Ya Contralínea ha sido objeto de esas irrupciones a su domicilio y al de sus reporteros, sobre cuya labor de investigación informativa descansa su columna vertebral, para mantener del conocimiento público temas sociales, económicos, políticos y culturales, e incluso sobre temas que los gobernantes consideran prohibidos, intocables; pero que con todo su derecho buscan información y la publican para compartirla a los lectores, por escrito y por las redes de comunicación digital (Manuel Castells, Redes de indignación y esperanza, Alianza editorial). La intromisión a la vivienda de Flor Goche y Elva Mendoza, tan a la canalla, obviamente es para intimidarlas, advirtiéndoles que cancelen la agenda de los temas que ocultan los gobernantes; y que esas dos reporteras sirvan de ejemplo para que todos los demás desistan de las tareas que les encomienda la revista Contralínea. O todo aquello que, sobre la marcha de sus investigaciones pe-rio-dís-ti-cas, ha de interesar a la opinión pública, individual y colectiva de la sociedad civil, para que tome conocimiento de los hechos que esconden o no quieren que se ventilen.

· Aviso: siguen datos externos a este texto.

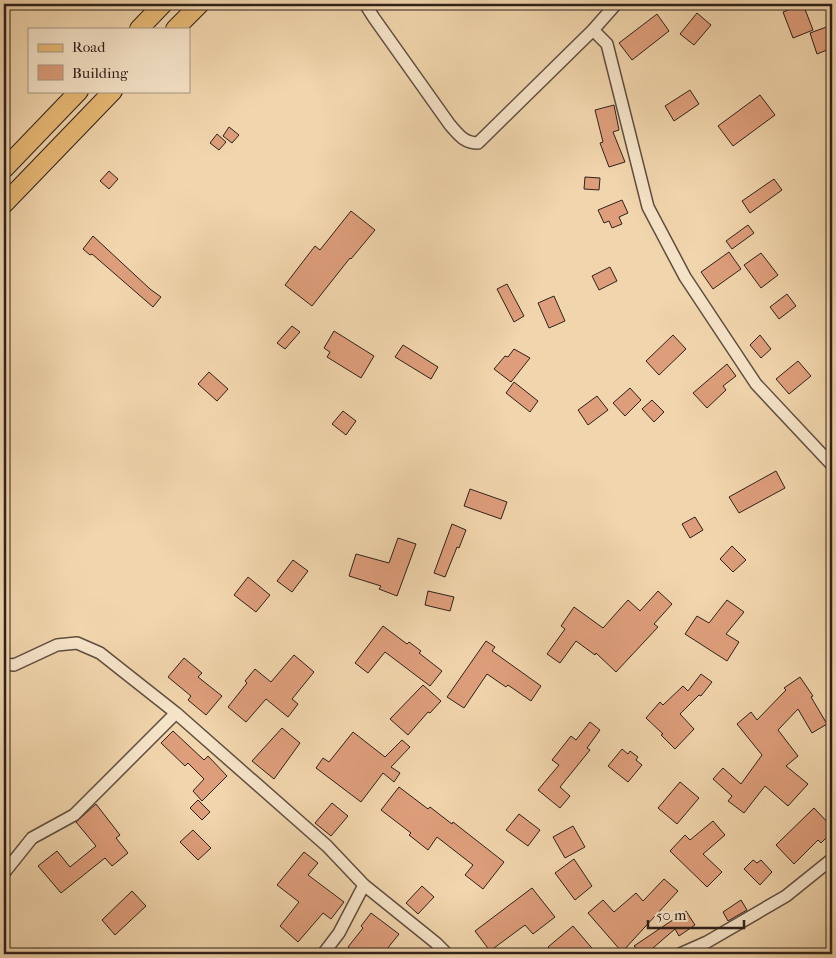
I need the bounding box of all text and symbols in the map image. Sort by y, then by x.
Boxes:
legend [28,28,190,92]
text: Road [72,38,106,56]
text: Building [72,64,129,82]
scale bar [648,898,745,930]
text: 50 m [656,906,687,924]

El atraco al domicilio de las periodistas Mendoza y Goche muestra y demuestra que los autores, claramente testaferros de los funcionarios que los enviaron, querían y lograron apropiarse de lo que ambas han estado trabajando como reporteras. Fue una embestida común policiaca en primer término: la clásica provocación desde los poderes de los gobiernos para atemorizar a quienes, por su oficio, descubren hechos de corrupción, crímenes y aquellos actos que los funcionarios, a toda costa, quisieran que no se dieran a conocer. Sin embargo, ellas, como el reportero que se precia de tal, no abandonarán el desempeño puntual de la labor que ejercen por convicción y responsabilidad.

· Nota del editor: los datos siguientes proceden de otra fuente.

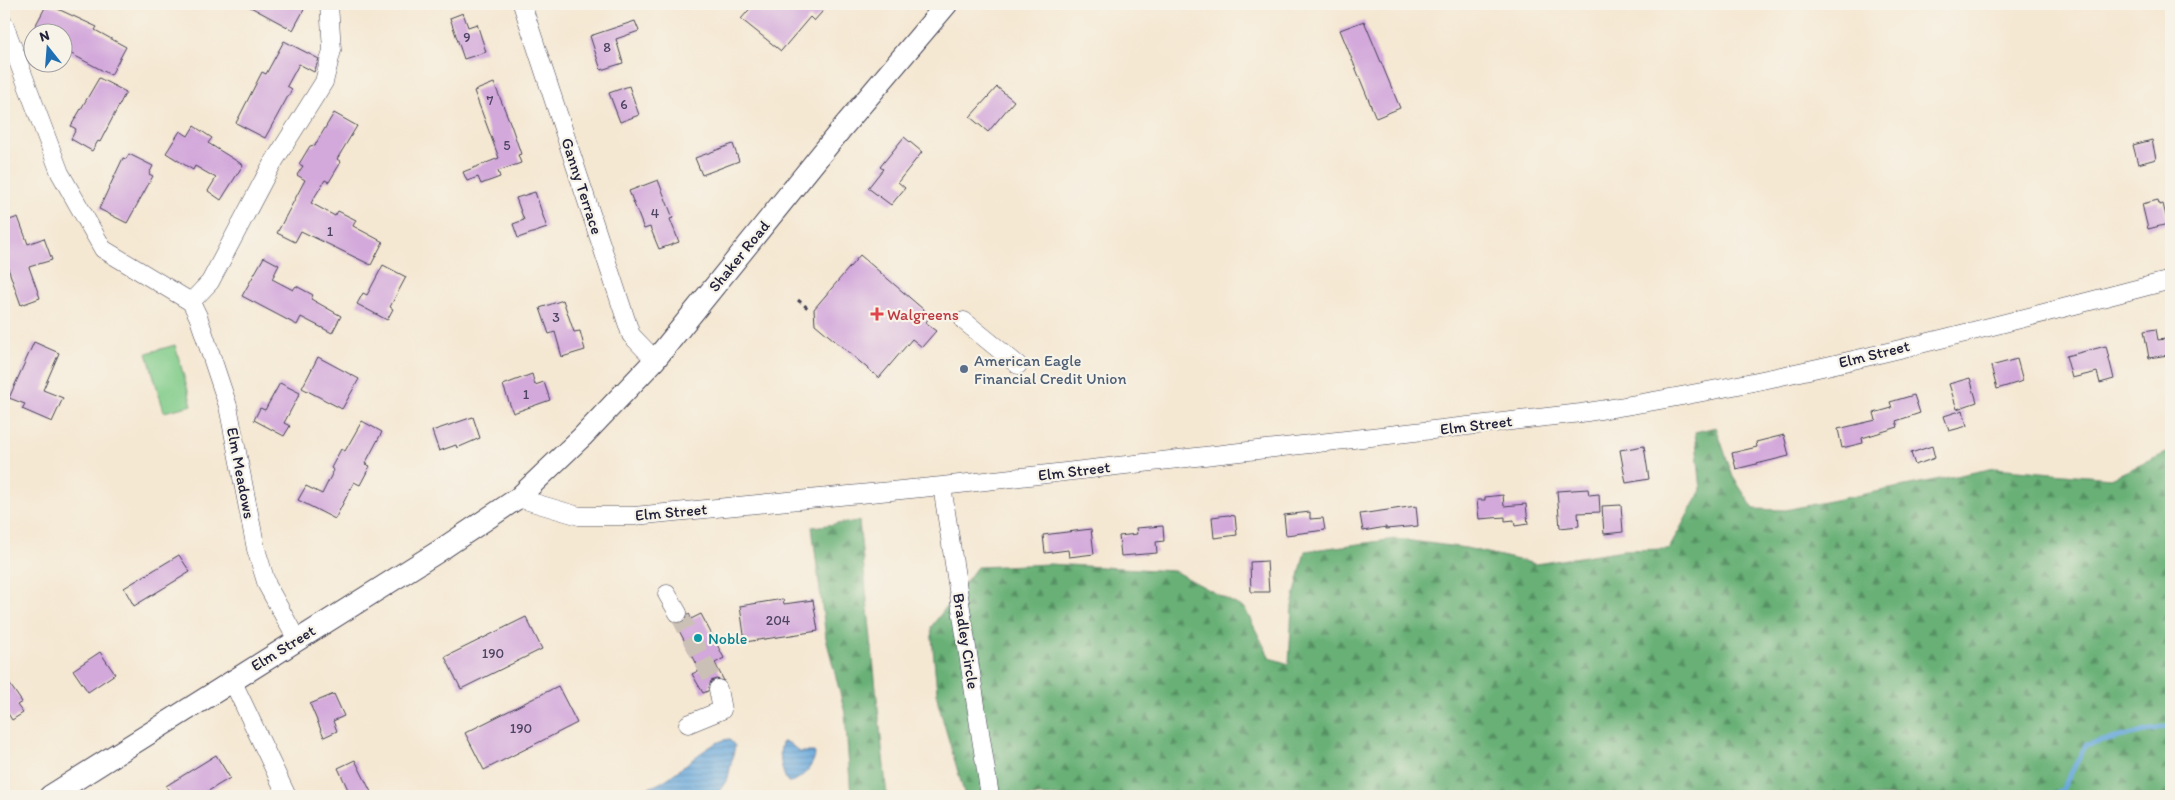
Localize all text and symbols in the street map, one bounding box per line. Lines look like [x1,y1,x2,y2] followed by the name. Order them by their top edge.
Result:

La mano negra que busca implantar la censura previa, momentáneamente logra su objetivo; pero en el corto plazo, el trabajo periodístico continúa implacable para informar y criticar, aferrado a su divisa de contrapoder. A otros medios de la comunicación impresa también los han agredido. Y de Veracruz al resto del país aumentan los homicidios contra periodistas, activistas de los derechos humanos y, en general, tenemos enfrente una creciente inseguridad sangrienta, secuestradora, de feminicidios, desapariciones forzadas, trata de niños y mujeres, en el contexto del narcotráfico. Y las acometidas del neoliberalismo económico, también interesado en suprimir las libertades de prensa para clausurar la libertad de expresión, de información, de crítica y de las modernas técnicas del periodismo de investigación.

Contralínea se precia de estar llevando, hasta sus últimas consecuencias, el periodismo de investigación, del que las reporteras amenazadas son un ejemplo. Y por eso han sido víctimas del ataque perpetrado a su domicilio. Empero, nada detendrá el puntual trabajo de sus reporteros y demás colaboradores. Se han ensañado contra esta revista semanal los delincuentes-funcionarios, con la mira de que la publicación claudique. En condiciones económicas “adversas, porque está enlistada entre las que no han de recibir toda la publicidad autorizada legalmente”, Contralínea, que en su nombre lleva la razón de contrapoder, seguirá navegando con la brújula constitucional, a contracorriente de los ataques de que es objeto, a través de sus reporteros y directamente a sus instalaciones.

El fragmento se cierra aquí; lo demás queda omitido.